The Diplomat.
The Diplomat's Assistant Editor Zachary Keck sat down with
former U.S. National Security advisor Zbigniew Brzezinski to discuss
America's role in world affairs, the shifting geopolitics of the
Asia-Pacific, the feasibility of eliminating nuclear weapons, and rising
powers growing involvement in America's backdoor.
In Strategic Vision you
argue that in today’s world no one power will ever be capable of
dominating Eurasia in the way Harold Mackinder famously envisioned.

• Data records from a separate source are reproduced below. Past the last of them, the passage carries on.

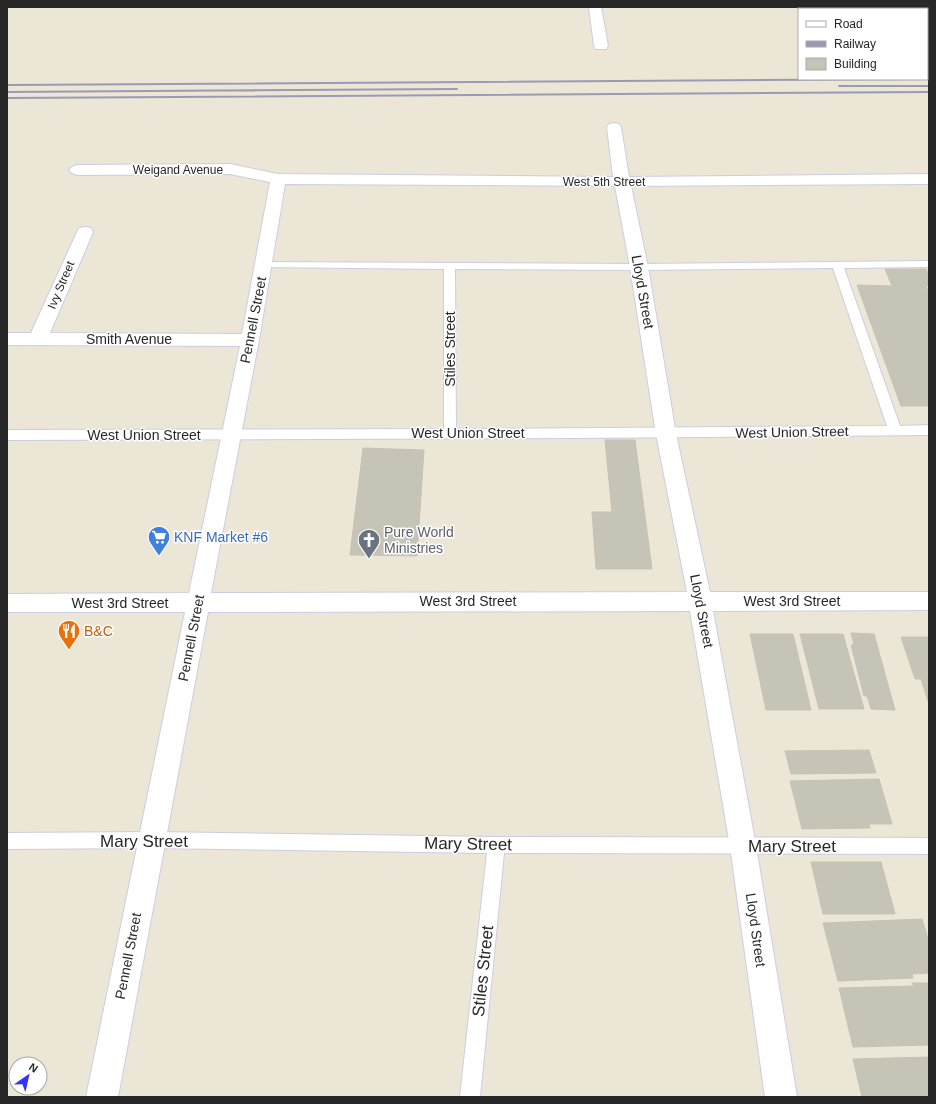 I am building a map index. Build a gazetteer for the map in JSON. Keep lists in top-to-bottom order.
{
  "streets": {
    "street": [
      "Weigand Avenue",
      "West 5th Street",
      "Ivy Street",
      "Lloyd Street",
      "Pennell Street",
      "Smith Avenue",
      "West 3rd Street"
    ],
    "lane": ["Stiles Street", "West Union Street", "Mary Street"]
  },
  "crossings": [
    ["Weigand Avenue", "West 5th Street"],
    ["Weigand Avenue", "Pennell Street"],
    ["West 5th Street", "Lloyd Street"],
    ["West 5th Street", "Pennell Street"],
    ["Ivy Street", "Smith Avenue"],
    ["Lloyd Street", "West Union Street"],
    ["Lloyd Street", "West 3rd Street"],
    ["Lloyd Street", "Mary Street"],
    ["Pennell Street", "Smith Avenue"],
    ["Pennell Street", "West Union Street"],
    ["Pennell Street", "West 3rd Street"],
    ["Pennell Street", "Mary Street"],
    ["Stiles Street", "West Union Street"],
    ["Stiles Street", "Mary Street"]
  ],
  "places": {
    "supermarket": ["KNF Market #6"],
    "church": ["Pure World Ministries"],
    "restaurant": ["B&C"]
  },
  "legend": ["Road", "Railway", "Building"],
  "north": "top right"
} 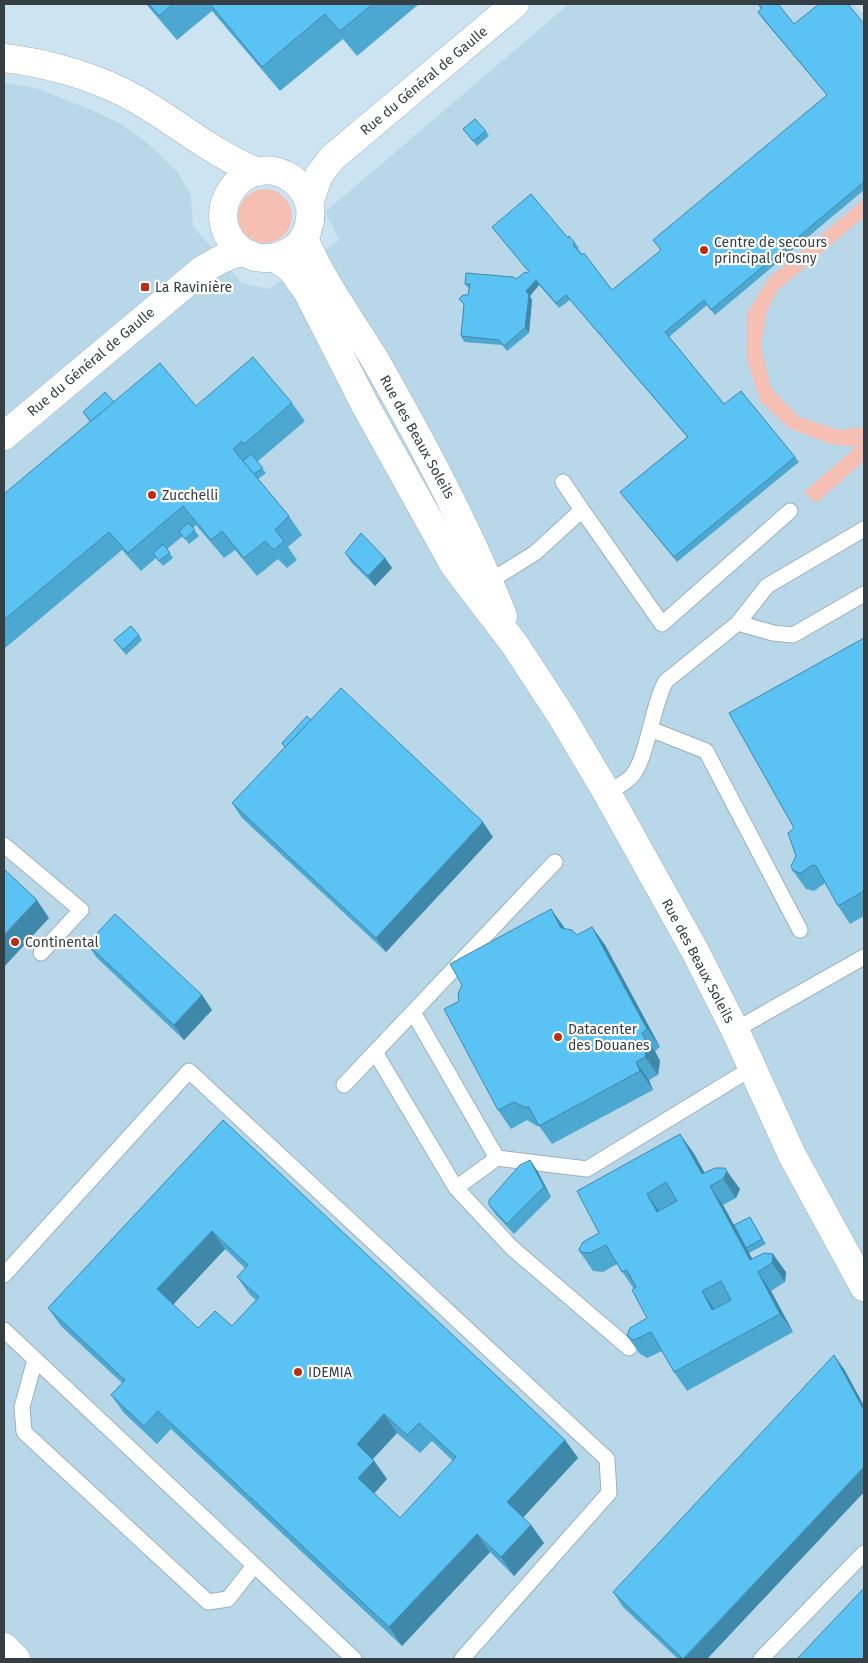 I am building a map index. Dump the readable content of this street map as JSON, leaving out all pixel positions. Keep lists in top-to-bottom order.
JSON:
{
  "streets": {
    "main road": ["Rue du Général de Gaulle", "Rue des Beaux Soleils"]
  },
  "places": {
    "other": [
      "Centre de secours principal d'Osny",
      "Zucchelli",
      "Continental",
      "Datacenter des Douanes",
      "IDEMIA"
    ],
    "transit": ["La Ravinière"]
  }
} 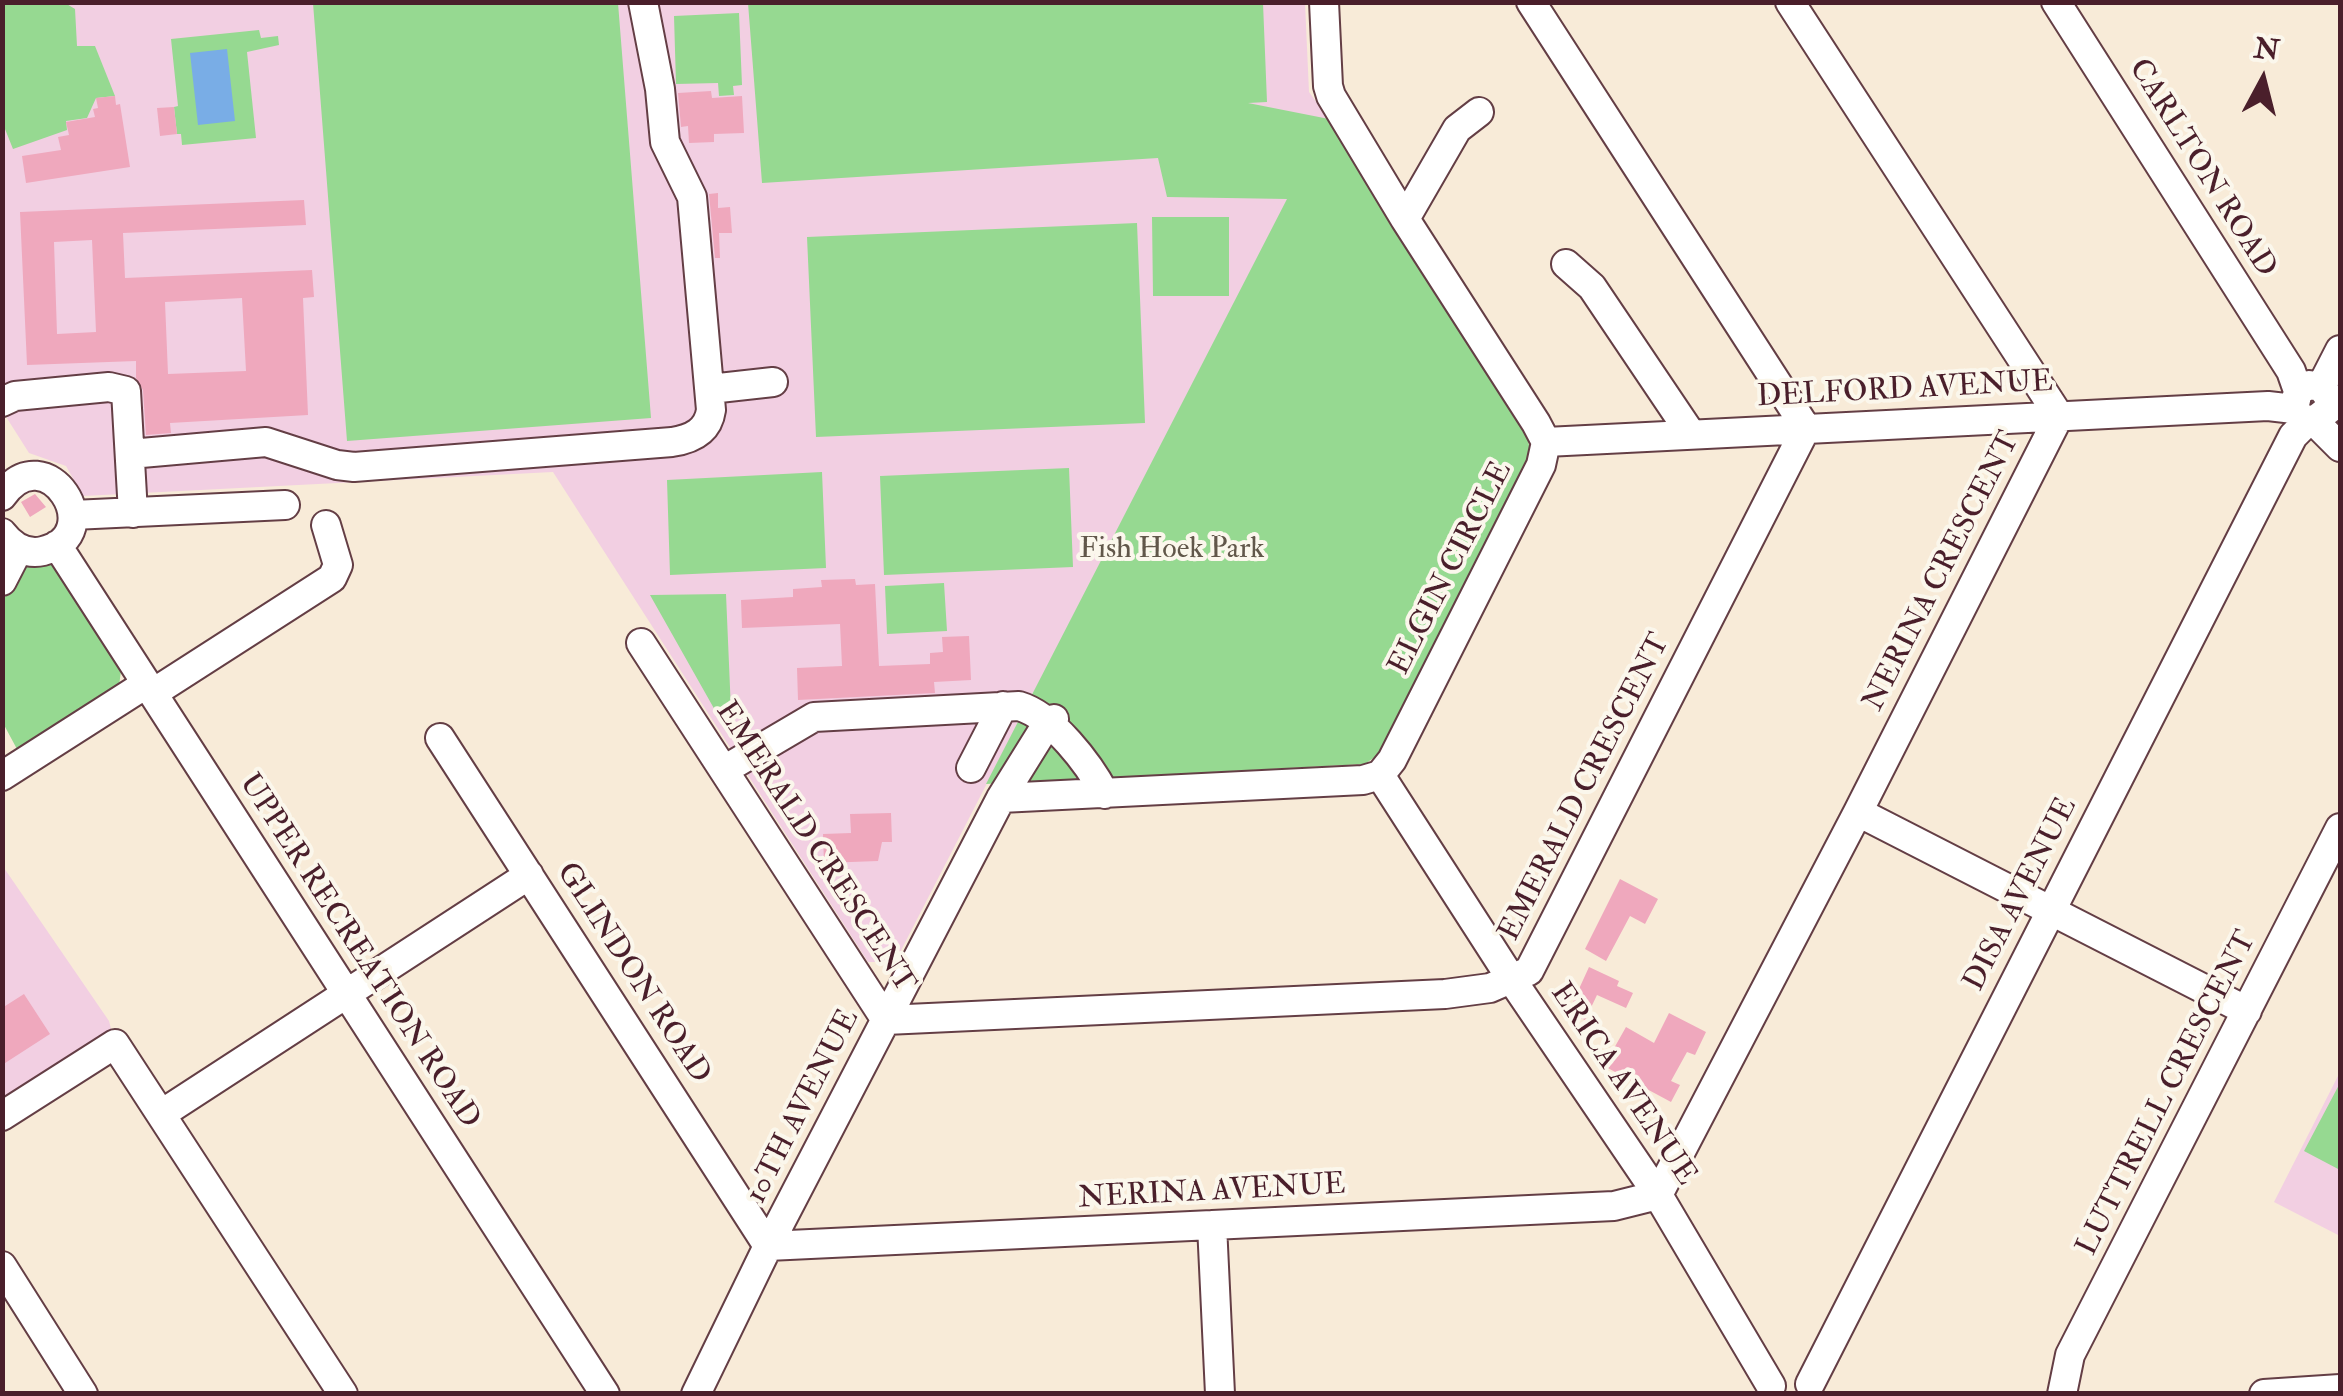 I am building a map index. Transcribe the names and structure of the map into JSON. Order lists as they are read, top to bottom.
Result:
{
  "streets": {
    "street": [
      "CARLTON ROAD",
      "DELFORD AVENUE",
      "ELGIN CIRCLE",
      "NERINA CRESCENT",
      "EMERALD CRESCENT",
      "DISA AVENUE",
      "UPPER RECREATION ROAD",
      "GLINDON ROAD",
      "ERICA AVENUE",
      "LUTTRELL CRESCENT",
      "10TH AVENUE",
      "NERINA AVENUE"
    ]
  },
  "crossings": [
    ["CARLTON ROAD", "DELFORD AVENUE"],
    ["CARLTON ROAD", "DISA AVENUE"],
    ["DELFORD AVENUE", "ELGIN CIRCLE"],
    ["DELFORD AVENUE", "NERINA CRESCENT"],
    ["DELFORD AVENUE", "EMERALD CRESCENT"],
    ["DELFORD AVENUE", "DISA AVENUE"],
    ["ELGIN CIRCLE", "ERICA AVENUE"],
    ["NERINA CRESCENT", "ERICA AVENUE"],
    ["NERINA CRESCENT", "NERINA AVENUE"],
    ["EMERALD CRESCENT", "ERICA AVENUE"],
    ["EMERALD CRESCENT", "10TH AVENUE"],
    ["GLINDON ROAD", "10TH AVENUE"],
    ["GLINDON ROAD", "NERINA AVENUE"],
    ["ERICA AVENUE", "NERINA AVENUE"],
    ["10TH AVENUE", "NERINA AVENUE"]
  ],
  "parks": ["Fish Hoek Park"],
  "north": "top"
} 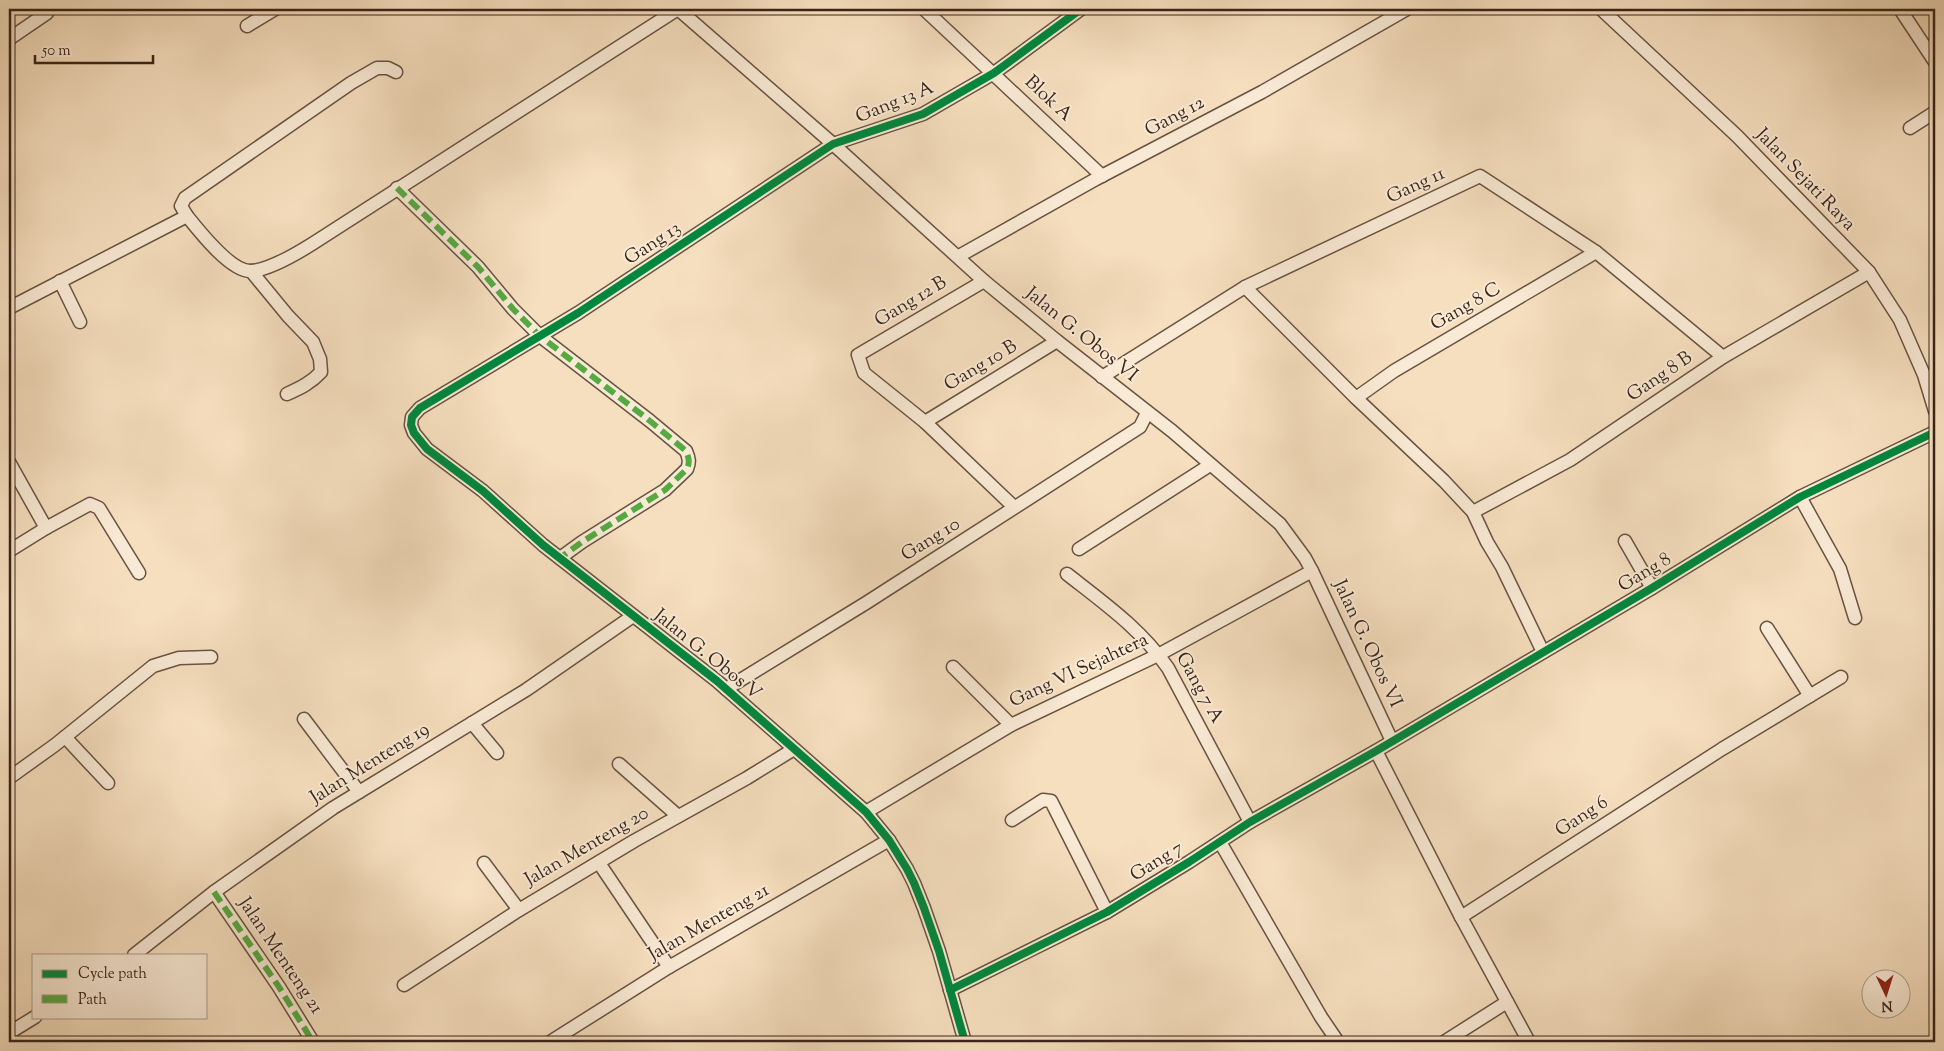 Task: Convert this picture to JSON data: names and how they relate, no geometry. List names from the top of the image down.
{
  "streets": {
    "street": [
      "Blok A",
      "Gang 13 A",
      "Gang 12",
      "Jalan Sejati Raya",
      "Gang 11",
      "Gang 13",
      "Gang 12 B",
      "Gang 8 C",
      "Jalan G. Obos VI",
      "Gang 10 B",
      "Gang 8 B",
      "Gang 10",
      "Gang 8",
      "Jalan G. Obos V",
      "Gang VI Sejahtera",
      "Gang 7 A",
      "Jalan Menteng 19",
      "Gang 6",
      "Jalan Menteng 20",
      "Gang 7",
      "Jalan Menteng 21"
    ]
  },
  "crossings": [
    ["Blok A", "Gang 13 A"],
    ["Blok A", "Gang 12"],
    ["Gang 13 A", "Gang 13"],
    ["Gang 13 A", "Jalan G. Obos VI"],
    ["Gang 12", "Jalan G. Obos VI"],
    ["Jalan Sejati Raya", "Gang 8 B"],
    ["Gang 11", "Gang 8 C"],
    ["Gang 11", "Jalan G. Obos VI"],
    ["Gang 11", "Gang 8 B"],
    ["Gang 13", "Jalan G. Obos VI"],
    ["Gang 13", "Jalan G. Obos V"],
    ["Gang 12 B", "Jalan G. Obos VI"],
    ["Gang 12 B", "Gang 10 B"],
    ["Jalan G. Obos VI", "Gang 10 B"],
    ["Jalan G. Obos VI", "Gang 10"],
    ["Jalan G. Obos VI", "Gang 8"],
    ["Jalan G. Obos VI", "Gang VI Sejahtera"],
    ["Gang 10", "Jalan G. Obos V"],
    ["Gang 8", "Gang 7"],
    ["Jalan G. Obos V", "Gang VI Sejahtera"],
    ["Jalan G. Obos V", "Jalan Menteng 19"],
    ["Jalan G. Obos V", "Jalan Menteng 20"],
    ["Jalan G. Obos V", "Gang 7"],
    ["Jalan G. Obos V", "Jalan Menteng 21"],
    ["Gang VI Sejahtera", "Gang 7 A"],
    ["Gang 7 A", "Gang 7"],
    ["Jalan Menteng 19", "Jalan Menteng 21"]
  ],
  "legend": ["Cycle path", "Path"],
  "scale_bar": "50 m",
  "north": "bottom"
}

Taking that argument at its face, this represents a tectonic shift for
U.S. foreign policy given that, long before
Washington was able to meaningfully affect the balance of power in
Eurasia, its leaders saw preventing a hegemon from dominating it as a
key strategic necessity. If the U.S. no longer has to concern itself
with safeguarding Mackinder’s “world-island” from a potential
hegemon(s), what should be the main objective of U.S. engagement in
Europe and Asia going forward?
The main objective of U.S. engagement in Europe and in Asia should be
to support an equilibrium that discourages any one power from acting in
an excessively assertive fashion towards its neighbors. In the
foreseeable future, it is, in any case, unlikely that any single power
will have the military superiority that would enable it to assert itself
in a hegemonic fashion on as a diverse, complex, and complicated
mega-continent such as Eurasia. Having a close relationship with
Europe, though maintaining a complex partnership with China and an
alliance with Japan, will provide the United States with sufficient foci
for a strategic engagement designed to maintain a relatively stable
even if delicate equilibrium on the so-called “world island.”